In this post, we take a look at some of the reasons why people are literally obsessed with Maui. This beautiful island continues to attract hundreds of thousands of visitors to its shores every year.
The Pipiwai Trail
Walking through a bamboo forest is an utterly unnerving experience. There’s nothing quite like it. In some ways, you feel like you’re in an artificial environment, but you’re not. Being obsessed with Maui can be time consuming, yet fun.
If you take the Pipiwai trail on the road to Hana, you’ll walk through a dense bamboo forest on elevated boards while also getting up close and personal with several waterfalls, including ‘Ohe’o Gulch, Waimoku Falls and Makahiku Falls.
Before you travel, make sure that you prepare yourself properly – it’s a tough climb and there are relatively few restrooms on the route. Everyone loves a good road trip, including you and being obsessed with Maui.
Scuba diving and snorkeling in Maui is big business. Tours run from the island’s many beaches and take budding tourists into the coastal waters of the Pacific. Here, you’ll explore coral formations on the seafloor and swim alongside all manner of tropical fish and turtles. Don’t worry: you’ll always have a guide with you to keep you safe, even if the waters get a little choppy.
Makena Beach State Park
Makena Beach State Park is one of the largest and least developed segments of coastline in the US. You won’t find any hotels, bars, restaurants or shopping malls here. Instead, it’s the place to go if you long for nature, away from the usual hustle and bustle of human activity.
Haleakala National Park
Despite its small size, Maui is home to several stunning national parks, dedicated to maintaining its unique character and ecological heritage. Haleakala is among the most impressive and features one of the largest dormant volcano craters anywhere in the world.

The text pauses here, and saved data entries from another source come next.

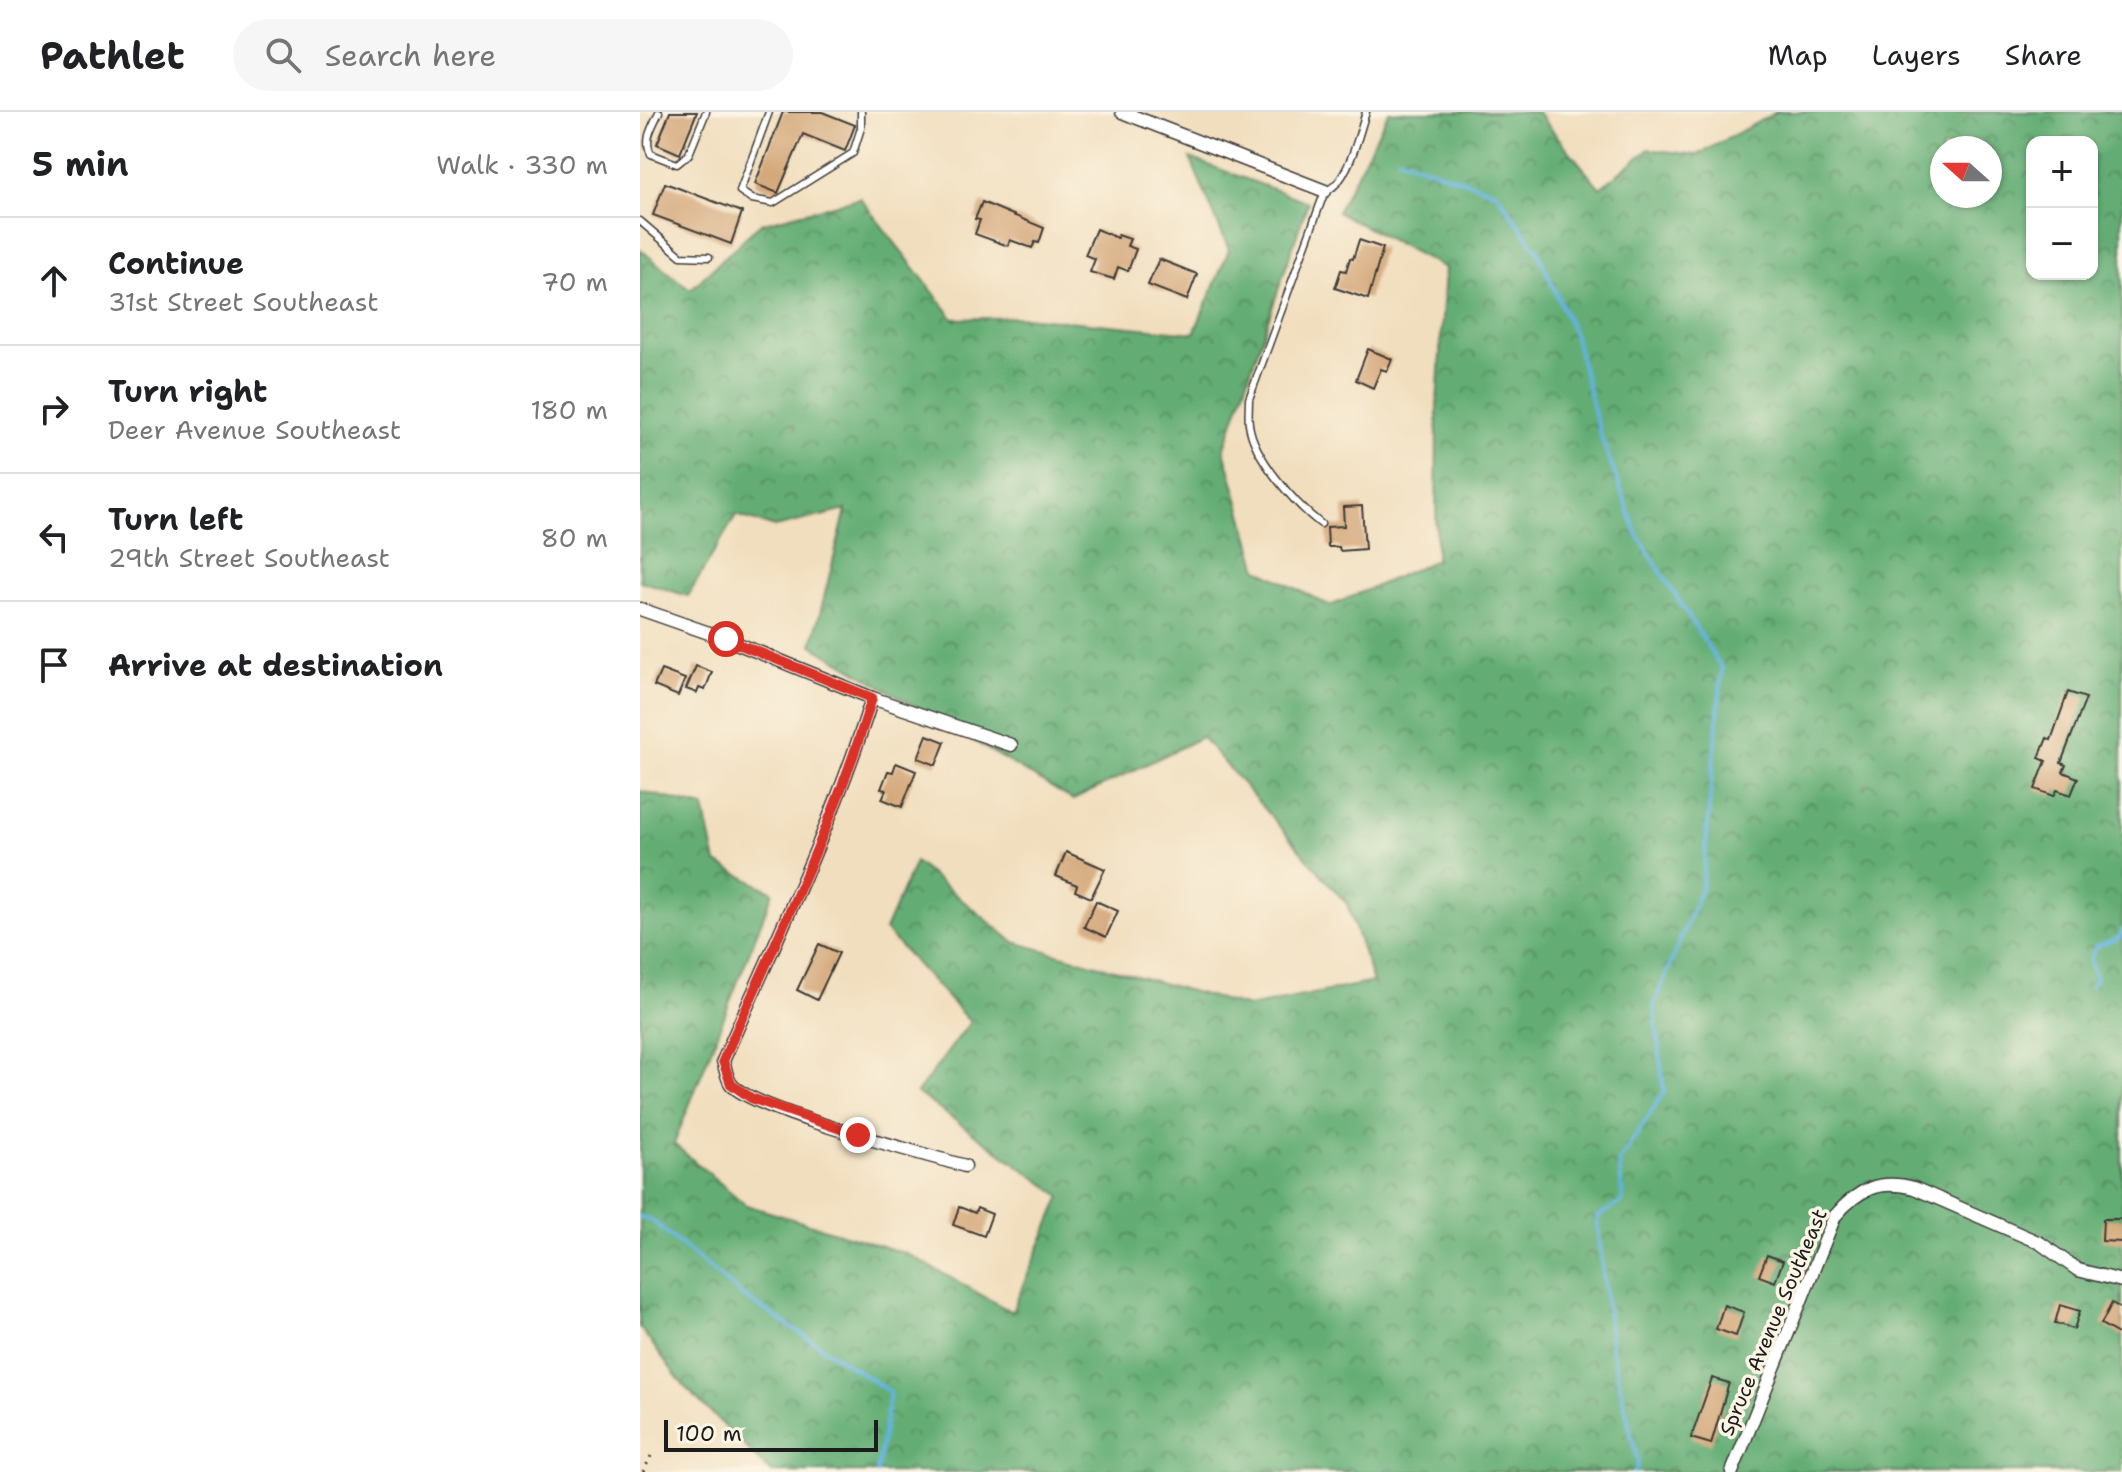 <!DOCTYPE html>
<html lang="en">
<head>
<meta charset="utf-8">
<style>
  :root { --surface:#fff; --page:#f6f6f6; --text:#202124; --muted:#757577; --line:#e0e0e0 }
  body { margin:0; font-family:"Shantell Sans",sans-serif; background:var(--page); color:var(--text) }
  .controls { position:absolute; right:24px; top:24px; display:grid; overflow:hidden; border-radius:16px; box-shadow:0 2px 6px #0004 }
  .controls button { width:72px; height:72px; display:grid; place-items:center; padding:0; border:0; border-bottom:2px solid var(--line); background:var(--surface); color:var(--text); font:40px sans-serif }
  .compass { position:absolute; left:1290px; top:24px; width:72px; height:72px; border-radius:50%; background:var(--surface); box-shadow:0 2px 6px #0004; rotate:291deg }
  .scale { position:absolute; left:24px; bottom:20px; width:214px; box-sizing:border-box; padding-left:8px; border:4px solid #1c1c1c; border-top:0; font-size:22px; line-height:28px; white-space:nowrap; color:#1c1c1c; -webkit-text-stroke:6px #fcf5e5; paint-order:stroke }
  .stop { position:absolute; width:24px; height:24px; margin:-18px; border:6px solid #d93025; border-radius:50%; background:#fff }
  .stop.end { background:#d93025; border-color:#fff; box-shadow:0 2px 8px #0008 }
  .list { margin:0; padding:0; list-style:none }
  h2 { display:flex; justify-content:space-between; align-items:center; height:104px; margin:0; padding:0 32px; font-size:34px }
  h2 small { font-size:26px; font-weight:400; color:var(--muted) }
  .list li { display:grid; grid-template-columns:52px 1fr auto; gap:24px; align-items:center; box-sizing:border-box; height:128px; padding:0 32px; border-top:2px solid var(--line) }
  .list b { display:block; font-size:30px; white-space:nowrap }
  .list p { margin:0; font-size:26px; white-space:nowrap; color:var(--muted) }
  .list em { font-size:26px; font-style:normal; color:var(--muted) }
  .icon { flex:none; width:44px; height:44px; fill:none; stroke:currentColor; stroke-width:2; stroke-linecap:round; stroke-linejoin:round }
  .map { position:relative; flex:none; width:1482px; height:1360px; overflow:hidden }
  header { display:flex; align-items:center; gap:48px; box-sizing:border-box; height:112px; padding:0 40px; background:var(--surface); border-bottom:2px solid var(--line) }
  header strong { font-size:38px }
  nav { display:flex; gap:44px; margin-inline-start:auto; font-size:28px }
  .search { width:560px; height:72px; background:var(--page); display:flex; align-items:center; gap:20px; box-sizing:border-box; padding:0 28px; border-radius:44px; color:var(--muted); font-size:30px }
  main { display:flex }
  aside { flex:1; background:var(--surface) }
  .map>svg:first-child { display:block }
  .forest { fill:url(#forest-crowns); stroke:#406448; stroke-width:2; fill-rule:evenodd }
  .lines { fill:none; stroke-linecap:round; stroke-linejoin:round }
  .stream { stroke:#63b3de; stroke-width:4 }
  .building { fill:#d4a779 }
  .lane-casing { stroke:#3c3934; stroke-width:9 }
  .street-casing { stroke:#3c3934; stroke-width:15 }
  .path { stroke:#3c3934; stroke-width:3; stroke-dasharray:2 6; stroke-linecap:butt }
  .lane { stroke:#fff; stroke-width:6 }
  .street { stroke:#fff; stroke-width:12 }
  .route { stroke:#d93025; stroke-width:10 }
  .labels { text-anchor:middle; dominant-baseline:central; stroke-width:7; stroke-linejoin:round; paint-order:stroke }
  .street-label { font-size:20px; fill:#1c1c1c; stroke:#fcf5e5 }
</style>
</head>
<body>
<header>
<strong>Pathlet</strong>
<div class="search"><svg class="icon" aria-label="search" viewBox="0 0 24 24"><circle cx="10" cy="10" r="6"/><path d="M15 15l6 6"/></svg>Search here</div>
<nav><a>Map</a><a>Layers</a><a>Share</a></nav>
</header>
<main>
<aside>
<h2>5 min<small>Walk · 330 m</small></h2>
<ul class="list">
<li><svg class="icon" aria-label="ahead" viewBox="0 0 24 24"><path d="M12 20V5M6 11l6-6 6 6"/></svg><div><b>Continue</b><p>31st Street Southeast</p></div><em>70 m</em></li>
<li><svg class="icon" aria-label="right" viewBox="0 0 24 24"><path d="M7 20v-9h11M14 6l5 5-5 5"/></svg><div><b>Turn right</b><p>Deer Avenue Southeast</p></div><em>180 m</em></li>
<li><svg class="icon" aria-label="left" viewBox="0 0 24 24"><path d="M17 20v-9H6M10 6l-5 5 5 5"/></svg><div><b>Turn left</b><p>29th Street Southeast</p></div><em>80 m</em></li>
<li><svg class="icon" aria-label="arrive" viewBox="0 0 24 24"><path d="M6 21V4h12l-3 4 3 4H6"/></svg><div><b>Arrive at destination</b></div></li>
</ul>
</aside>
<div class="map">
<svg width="1482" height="1360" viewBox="0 0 1482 1360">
  <defs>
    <pattern id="forest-crowns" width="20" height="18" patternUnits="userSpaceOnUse" patternTransform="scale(2)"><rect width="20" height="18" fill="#64ad74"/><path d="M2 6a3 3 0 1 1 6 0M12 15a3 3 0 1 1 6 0" fill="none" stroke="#528c5e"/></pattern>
  </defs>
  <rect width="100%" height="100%" fill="#fcf5e5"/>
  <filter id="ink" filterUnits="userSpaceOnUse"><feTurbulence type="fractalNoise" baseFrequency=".0125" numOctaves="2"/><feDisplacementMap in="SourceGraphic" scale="16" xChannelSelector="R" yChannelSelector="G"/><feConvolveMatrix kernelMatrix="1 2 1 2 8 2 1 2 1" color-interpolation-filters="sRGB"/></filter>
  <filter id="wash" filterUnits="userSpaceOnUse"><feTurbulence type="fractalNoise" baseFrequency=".006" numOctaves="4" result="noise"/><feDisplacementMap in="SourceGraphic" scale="32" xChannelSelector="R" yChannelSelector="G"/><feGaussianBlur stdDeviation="1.8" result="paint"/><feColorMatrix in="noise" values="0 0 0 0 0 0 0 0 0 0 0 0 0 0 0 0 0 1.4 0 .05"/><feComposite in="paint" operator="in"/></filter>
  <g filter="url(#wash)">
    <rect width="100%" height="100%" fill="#f1debe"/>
    <!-- forest -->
    <path class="forest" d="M749,0H897L960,76L1009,37L1058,43L1136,0H1482V1360H131L44,1274L0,1216V679L64,695L76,751L133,780L34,1032L106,1093L268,1142L372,1200L421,1084L277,981L330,910L245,818L275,750L374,830L608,895L733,870L707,792L562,625L433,688L172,533L206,398L135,415L96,403L48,484L0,469V137L50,178L120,112L220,86L314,207L385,205L554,221L589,138L550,46L668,90L584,338L618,457L690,494L796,448L797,293L805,156L697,100ZM1392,30H1452V162H1392ZM1302,36H1350V84H1302Z"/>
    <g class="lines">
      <!-- stream -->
      <g class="stream">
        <path d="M758,46L856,80L897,138L934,222L960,322L997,422L1082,557L1062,774L1014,893L1024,980L979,1050L983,1089L957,1105L972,1239L998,1351L995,1360"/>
        <path d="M1451,874L1456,867L1450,849L1456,834L1479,826L1482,818"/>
        <path d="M0,1105L10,1107L102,1183L250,1280L237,1360"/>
      </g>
    </g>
    <g id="blocks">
      <!-- building -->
      <g class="building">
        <path d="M30,0H57L40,42L17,32Z"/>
        <path d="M143,0H182L215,13L205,39L163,22L138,81L115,72Z"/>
        <path d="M25,71L102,100L91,132L13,103Z"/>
        <path d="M342,90L404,116L399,131L395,130L392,136L370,128L368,134L335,122L340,108L335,107Z"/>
        <path d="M456,117L477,126L478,123L490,127L487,134L496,137L488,159L478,155L474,167L450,160L455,147L445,143Z"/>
        <path d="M719,128L743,136L728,187L695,176L701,158L706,159L710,146L713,147Z"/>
        <path d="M519,147L557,162L547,188L508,173Z"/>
        <path d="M728,237L752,247L747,259L741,257L733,276L716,268Z"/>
        <path d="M722,394L725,437L700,439L699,435H688L687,415L704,414L703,395Z"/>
        <path d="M56,554L72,560L65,578L59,576L57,581L46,577Z"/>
        <path d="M21,558L45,567L38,584L14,574Z"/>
        <path d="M1428,580L1446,586L1421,651L1426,653L1423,660L1438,666L1431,683L1417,678L1414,684L1395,677L1406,649L1399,646L1407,626L1411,628Z"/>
        <path d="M287,623L305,630L296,653L278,646Z"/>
        <path d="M256,651L276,659L262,695L242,687L246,678L241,677L248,659L253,660Z"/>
        <path d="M426,740L465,757L451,786L435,779L437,773L416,764Z"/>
        <path d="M456,789L478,799L466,825L444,815Z"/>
        <path d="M179,832L199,841L177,888L157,878Z"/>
        <path d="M319,1095L335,1101L337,1096L352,1102L344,1124L313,1113Z"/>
        <path d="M1463,1107H1482V1130L1462,1129Z"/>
        <path d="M1127,1143L1143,1149L1135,1170L1119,1164Z"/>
        <path d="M1472,1191L1482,1197V1224L1461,1212Z"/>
        <path d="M1084,1193L1104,1200L1096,1224L1076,1217Z"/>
        <path d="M1420,1193L1440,1199L1434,1217L1415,1211Z"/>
        <path d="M1072,1266L1089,1271L1071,1332L1051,1326Z"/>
      </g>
    </g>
  </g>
  <g filter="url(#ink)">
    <use href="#blocks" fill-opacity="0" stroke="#3c3934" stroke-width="2"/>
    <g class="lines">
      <defs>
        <g id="lane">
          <path d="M19,0C13,14 3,27 11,42L37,52L49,42L66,0"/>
          <path d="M129,0L100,79L112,87L133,91L213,41L221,16V0"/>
          <path d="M0,109L41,144L69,145"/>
          <path d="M681,412C655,392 613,345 609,312C608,304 609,295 609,287L685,79C708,73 719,21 726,0"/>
        </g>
        <g id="street">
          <path d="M482,0L685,79"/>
          <path d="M0,497L86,527L232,586L371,633"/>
          <path d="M232,586C194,710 135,829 83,949C85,955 87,967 91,972C111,998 285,1042 325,1054"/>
          <path d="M1092,1360L1195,1104C1218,1077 1239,1067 1274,1076L1400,1131L1438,1158L1482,1169"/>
        </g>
      </defs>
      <!-- lane casing -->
      <use href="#lane" class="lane-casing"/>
      <!-- street casing -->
      <use href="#street" class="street-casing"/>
      <!-- path -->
      <path class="path" d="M3,1360L11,1344"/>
      <!-- lane -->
      <use href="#lane" class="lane"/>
      <!-- street -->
      <use href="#street" class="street"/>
    </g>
  </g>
  <g class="lines" filter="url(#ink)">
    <!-- route -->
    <path class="route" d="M86,527L232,586C195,711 135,829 83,949L91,972L111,986L218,1023"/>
  </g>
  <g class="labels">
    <!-- street labels -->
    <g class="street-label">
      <text transform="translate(1133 1210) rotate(-67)">Spruce Avenue Southeast</text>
    </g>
  </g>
</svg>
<div class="controls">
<button>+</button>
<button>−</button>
</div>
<svg class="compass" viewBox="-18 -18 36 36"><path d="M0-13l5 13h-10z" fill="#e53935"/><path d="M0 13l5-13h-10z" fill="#757577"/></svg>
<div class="scale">100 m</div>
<div class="stop" style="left:86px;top:527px"></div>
<div class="stop end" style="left:218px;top:1023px"></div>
</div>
</main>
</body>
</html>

The mountain at the center of the 30,000 acre preserve is more than 10,000 feet above sea level and is so tall that you can see it from every point on the island (unless you’re hiding behind a wall).
If it’s relaxation you’re after, then you might want to pay a visit to the famous Wailea beach. Along the shoreline, you’ll find several well-managed resorts which all cater to tourists thronging the sands. There are plenty of places to eat, a palm-lined walkway, and shops to keep you entertained all day.
The Road Trips
While Maui might not be the biggest place in the world, it packs a lot in. And that’s what makes the road to Hana so appealing. This scenic highway (Highway 360) takes you through lush rainforest and past multiple waterfalls before depositing you at the island’s eastern share. Be warned, though: if you’re a new driver, the going can get a little rough, thanks mainly to the steep inclines and hairpin turns.